*** Supplied records Section Begins ***

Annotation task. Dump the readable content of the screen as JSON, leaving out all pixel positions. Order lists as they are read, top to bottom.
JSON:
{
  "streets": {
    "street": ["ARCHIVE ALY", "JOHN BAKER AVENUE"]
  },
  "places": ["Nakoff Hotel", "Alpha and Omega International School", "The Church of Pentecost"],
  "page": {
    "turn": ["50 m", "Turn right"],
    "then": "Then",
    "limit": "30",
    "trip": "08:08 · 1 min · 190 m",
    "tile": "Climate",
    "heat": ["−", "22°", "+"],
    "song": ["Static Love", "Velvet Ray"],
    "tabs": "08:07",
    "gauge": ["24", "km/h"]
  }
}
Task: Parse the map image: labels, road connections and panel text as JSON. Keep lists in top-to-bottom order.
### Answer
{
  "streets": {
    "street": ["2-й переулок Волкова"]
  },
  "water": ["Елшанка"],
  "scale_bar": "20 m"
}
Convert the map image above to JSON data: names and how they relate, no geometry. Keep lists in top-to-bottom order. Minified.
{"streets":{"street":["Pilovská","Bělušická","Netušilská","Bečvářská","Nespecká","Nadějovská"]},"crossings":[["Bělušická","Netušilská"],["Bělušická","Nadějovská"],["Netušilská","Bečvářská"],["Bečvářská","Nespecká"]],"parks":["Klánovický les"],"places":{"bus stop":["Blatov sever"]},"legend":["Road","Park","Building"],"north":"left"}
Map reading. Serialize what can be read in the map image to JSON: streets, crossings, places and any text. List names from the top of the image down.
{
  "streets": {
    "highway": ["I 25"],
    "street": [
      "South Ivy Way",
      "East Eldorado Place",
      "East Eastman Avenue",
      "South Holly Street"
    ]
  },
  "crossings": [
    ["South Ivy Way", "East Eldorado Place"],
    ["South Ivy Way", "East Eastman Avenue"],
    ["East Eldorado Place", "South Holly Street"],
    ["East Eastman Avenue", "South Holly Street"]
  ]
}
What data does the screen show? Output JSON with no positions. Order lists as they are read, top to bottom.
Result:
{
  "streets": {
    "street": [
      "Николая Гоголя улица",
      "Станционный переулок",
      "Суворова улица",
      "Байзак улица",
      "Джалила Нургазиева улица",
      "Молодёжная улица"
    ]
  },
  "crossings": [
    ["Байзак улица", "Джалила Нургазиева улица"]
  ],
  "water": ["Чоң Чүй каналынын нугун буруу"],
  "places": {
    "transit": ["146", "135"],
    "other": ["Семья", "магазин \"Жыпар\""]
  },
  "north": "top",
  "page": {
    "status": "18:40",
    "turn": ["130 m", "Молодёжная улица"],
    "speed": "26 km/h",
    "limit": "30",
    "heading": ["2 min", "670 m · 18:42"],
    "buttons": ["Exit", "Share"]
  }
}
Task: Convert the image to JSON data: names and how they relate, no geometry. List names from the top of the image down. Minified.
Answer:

*** Supplied records Section Ends ***

**Assignment**:
What's wanted here is every record, retyped exactly as shown above.

**Exercise solution**:
Annotation task. Dump the readable content of the screen as JSON, leaving out all pixel positions. Order lists as they are read, top to bottom.
JSON:
{
  "streets": {
    "street": ["ARCHIVE ALY", "JOHN BAKER AVENUE"]
  },
  "places": ["Nakoff Hotel", "Alpha and Omega International School", "The Church of Pentecost"],
  "page": {
    "turn": ["50 m", "Turn right"],
    "then": "Then",
    "limit": "30",
    "trip": "08:08 · 1 min · 190 m",
    "tile": "Climate",
    "heat": ["−", "22°", "+"],
    "song": ["Static Love", "Velvet Ray"],
    "tabs": "08:07",
    "gauge": ["24", "km/h"]
  }
}
Task: Parse the map image: labels, road connections and panel text as JSON. Keep lists in top-to-bottom order.
### Answer
{
  "streets": {
    "street": ["2-й переулок Волкова"]
  },
  "water": ["Елшанка"],
  "scale_bar": "20 m"
}
Convert the map image above to JSON data: names and how they relate, no geometry. Keep lists in top-to-bottom order. Minified.
{"streets":{"street":["Pilovská","Bělušická","Netušilská","Bečvářská","Nespecká","Nadějovská"]},"crossings":[["Bělušická","Netušilská"],["Bělušická","Nadějovská"],["Netušilská","Bečvářská"],["Bečvářská","Nespecká"]],"parks":["Klánovický les"],"places":{"bus stop":["Blatov sever"]},"legend":["Road","Park","Building"],"north":"left"}
Map reading. Serialize what can be read in the map image to JSON: streets, crossings, places and any text. List names from the top of the image down.
{
  "streets": {
    "highway": ["I 25"],
    "street": [
      "South Ivy Way",
      "East Eldorado Place",
      "East Eastman Avenue",
      "South Holly Street"
    ]
  },
  "crossings": [
    ["South Ivy Way", "East Eldorado Place"],
    ["South Ivy Way", "East Eastman Avenue"],
    ["East Eldorado Place", "South Holly Street"],
    ["East Eastman Avenue", "South Holly Street"]
  ]
}
What data does the screen show? Output JSON with no positions. Order lists as they are read, top to bottom.
Result:
{
  "streets": {
    "street": [
      "Николая Гоголя улица",
      "Станционный переулок",
      "Суворова улица",
      "Байзак улица",
      "Джалила Нургазиева улица",
      "Молодёжная улица"
    ]
  },
  "crossings": [
    ["Байзак улица", "Джалила Нургазиева улица"]
  ],
  "water": ["Чоң Чүй каналынын нугун буруу"],
  "places": {
    "transit": ["146", "135"],
    "other": ["Семья", "магазин \"Жыпар\""]
  },
  "north": "top",
  "page": {
    "status": "18:40",
    "turn": ["130 m", "Молодёжная улица"],
    "speed": "26 km/h",
    "limit": "30",
    "heading": ["2 min", "670 m · 18:42"],
    "buttons": ["Exit", "Share"]
  }
}
Task: Convert the image to JSON data: names and how they relate, no geometry. List names from the top of the image down. Minified.
Answer:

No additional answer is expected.